Musée d’art de Joliette

Musée d’art de Joliette

Rencontre d’artistes
Nathalie Batraville et Stina Baudin

De 14 h à 15 h

Crédit : Noire Mouliom, 2023

Détails

Horaire : Dimanche 26 avril 2026, de 14 h à 15 h

Lieu : Dans la salle Liard-Després

Coût : Gratuit avec les frais d’entrée du Musée

Il n’est pas nécessaire de réserver votre place, il suffit de se présenter à l’accueil avant le début de l’activité.
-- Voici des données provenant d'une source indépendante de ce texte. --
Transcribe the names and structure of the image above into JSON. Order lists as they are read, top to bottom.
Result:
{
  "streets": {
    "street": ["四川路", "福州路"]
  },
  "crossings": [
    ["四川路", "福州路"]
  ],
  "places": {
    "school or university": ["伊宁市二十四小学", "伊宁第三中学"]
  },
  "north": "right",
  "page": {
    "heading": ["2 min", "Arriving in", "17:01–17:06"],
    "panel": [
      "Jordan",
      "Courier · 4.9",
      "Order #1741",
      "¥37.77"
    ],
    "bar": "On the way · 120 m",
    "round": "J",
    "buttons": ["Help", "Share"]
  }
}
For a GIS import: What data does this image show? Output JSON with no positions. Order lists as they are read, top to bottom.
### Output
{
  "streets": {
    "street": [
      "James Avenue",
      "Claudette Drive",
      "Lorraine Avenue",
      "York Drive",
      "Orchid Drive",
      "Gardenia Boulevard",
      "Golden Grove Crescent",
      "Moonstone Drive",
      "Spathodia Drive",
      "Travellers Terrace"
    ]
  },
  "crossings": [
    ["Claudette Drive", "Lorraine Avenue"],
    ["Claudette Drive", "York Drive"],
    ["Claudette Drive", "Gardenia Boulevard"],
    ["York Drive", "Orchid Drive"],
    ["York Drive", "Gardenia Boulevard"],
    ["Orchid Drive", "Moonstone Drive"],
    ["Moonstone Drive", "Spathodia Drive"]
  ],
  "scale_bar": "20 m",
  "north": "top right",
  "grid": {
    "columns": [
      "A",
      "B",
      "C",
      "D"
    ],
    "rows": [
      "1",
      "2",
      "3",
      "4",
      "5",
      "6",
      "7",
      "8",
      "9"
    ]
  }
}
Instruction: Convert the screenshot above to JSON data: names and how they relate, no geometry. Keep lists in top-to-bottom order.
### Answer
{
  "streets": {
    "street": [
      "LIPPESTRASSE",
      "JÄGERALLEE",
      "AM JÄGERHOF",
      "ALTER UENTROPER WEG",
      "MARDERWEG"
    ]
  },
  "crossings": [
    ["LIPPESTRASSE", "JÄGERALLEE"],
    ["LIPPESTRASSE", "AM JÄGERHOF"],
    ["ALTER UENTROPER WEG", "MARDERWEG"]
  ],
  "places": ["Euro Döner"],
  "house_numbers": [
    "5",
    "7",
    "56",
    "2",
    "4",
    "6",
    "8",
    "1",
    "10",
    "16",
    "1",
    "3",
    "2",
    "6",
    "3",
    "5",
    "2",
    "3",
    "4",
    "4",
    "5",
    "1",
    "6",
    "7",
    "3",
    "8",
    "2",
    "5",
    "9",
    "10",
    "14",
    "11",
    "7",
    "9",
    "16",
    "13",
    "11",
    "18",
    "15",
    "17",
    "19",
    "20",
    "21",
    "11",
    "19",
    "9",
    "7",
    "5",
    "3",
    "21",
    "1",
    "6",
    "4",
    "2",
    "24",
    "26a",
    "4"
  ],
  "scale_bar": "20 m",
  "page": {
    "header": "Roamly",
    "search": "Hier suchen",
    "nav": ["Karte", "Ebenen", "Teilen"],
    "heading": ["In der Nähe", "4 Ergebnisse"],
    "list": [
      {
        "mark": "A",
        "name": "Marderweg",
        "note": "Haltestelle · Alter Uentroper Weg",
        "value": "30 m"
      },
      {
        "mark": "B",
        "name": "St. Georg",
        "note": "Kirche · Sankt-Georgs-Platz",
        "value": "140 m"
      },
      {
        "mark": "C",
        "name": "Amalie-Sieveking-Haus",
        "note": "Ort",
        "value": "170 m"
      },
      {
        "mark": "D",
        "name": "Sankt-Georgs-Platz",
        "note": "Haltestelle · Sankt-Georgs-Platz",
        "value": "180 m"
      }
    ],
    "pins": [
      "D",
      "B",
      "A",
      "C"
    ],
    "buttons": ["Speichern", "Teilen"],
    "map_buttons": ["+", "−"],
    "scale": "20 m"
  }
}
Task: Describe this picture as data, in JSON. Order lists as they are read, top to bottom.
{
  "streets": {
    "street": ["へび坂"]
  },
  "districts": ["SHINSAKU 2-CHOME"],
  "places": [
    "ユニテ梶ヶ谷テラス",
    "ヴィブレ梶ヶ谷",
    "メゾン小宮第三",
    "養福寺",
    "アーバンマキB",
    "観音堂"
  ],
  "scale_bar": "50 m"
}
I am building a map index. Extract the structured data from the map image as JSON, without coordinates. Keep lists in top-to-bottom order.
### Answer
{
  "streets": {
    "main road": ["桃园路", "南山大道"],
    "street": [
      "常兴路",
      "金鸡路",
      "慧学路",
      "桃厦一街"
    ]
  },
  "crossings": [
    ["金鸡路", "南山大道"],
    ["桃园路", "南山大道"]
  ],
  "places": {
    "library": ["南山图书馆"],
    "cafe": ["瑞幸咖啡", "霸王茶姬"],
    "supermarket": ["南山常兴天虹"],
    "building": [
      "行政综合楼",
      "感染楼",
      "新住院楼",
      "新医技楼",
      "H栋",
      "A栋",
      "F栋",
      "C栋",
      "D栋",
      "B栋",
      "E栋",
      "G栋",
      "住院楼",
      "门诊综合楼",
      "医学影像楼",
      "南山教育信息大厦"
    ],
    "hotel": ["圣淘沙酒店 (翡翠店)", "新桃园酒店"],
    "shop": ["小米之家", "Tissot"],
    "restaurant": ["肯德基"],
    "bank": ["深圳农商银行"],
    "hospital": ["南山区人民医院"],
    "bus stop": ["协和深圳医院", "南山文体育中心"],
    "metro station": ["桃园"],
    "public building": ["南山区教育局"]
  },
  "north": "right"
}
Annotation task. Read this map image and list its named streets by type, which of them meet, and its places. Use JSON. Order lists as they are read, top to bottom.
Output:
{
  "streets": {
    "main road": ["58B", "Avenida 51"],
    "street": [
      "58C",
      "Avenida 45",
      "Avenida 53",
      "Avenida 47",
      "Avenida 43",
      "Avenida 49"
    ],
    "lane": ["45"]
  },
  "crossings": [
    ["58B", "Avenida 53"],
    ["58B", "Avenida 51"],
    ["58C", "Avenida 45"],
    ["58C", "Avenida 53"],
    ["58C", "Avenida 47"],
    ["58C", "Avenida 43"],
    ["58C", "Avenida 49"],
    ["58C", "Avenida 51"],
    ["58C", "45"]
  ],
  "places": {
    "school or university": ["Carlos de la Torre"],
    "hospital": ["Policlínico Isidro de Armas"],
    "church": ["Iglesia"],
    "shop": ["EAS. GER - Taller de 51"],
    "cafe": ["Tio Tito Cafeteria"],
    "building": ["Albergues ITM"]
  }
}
À l’occasion de l’exposition la clarté creuse les montages, le MAJ a le plaisir de vous inviter à une rencontre avec les artistes Nathalie Batraville et Stina Baudin. De la poterie au textile, cette discussion offrira un regard croisé sur leurs pratiques respectives, en abordant notamment les notions de mémoire, de résistance et d’hybridation des formes et des savoirs au cœur de leurs démarches. Animé par la commissaire Ariane De Blois, cet échange propose en outre d’approfondir la réflexion sous-jacente à l’exposition : Que peut l’art face à l’adversité du monde ?

Biographies

Nathalie Batraville est une artiste dont la pratique comprend la céramique, le collage, et l’écriture. Ses œuvres interrogent l’anticolonialisme, le plaisir, la botanique, et la rébellion. Elle cherche à donner forme à un désir collectif de faire tomber des empires. En mettant de l’avant la mémoire des ancêtres et des martyrs, elle retrace l’héritage des différentes figures et épisodes de révolte et d’autodéfense à travers divers territoires, de Saint-Domingue au Congo, en passant par l’Île de la Tortue et la Palestine. Elle juxtapose différentes formes et traditions, et diverses cartographies de luttes contre l’assujettissement. Son recueil de poésie en collage, publié en 2025 aux Éditions Cases Rebelles, s’intitule L’Amérique du Nord. Sa dernière série d’œuvres en céramique reprend la tradition des « face jugs », comme les artistes Simone Yvette Leigh et Jim McDowell avant elle, afin de retracer une forme de résistance particulière aux personnes noires mises en esclavage aux États-Unis, dans la Caroline de Sud à partir des années 1840. Elle réinvite cette forme en la reliant aux plantes qui étaient des alliées des personnes afrodescendantes dans leur survie et leur révolte.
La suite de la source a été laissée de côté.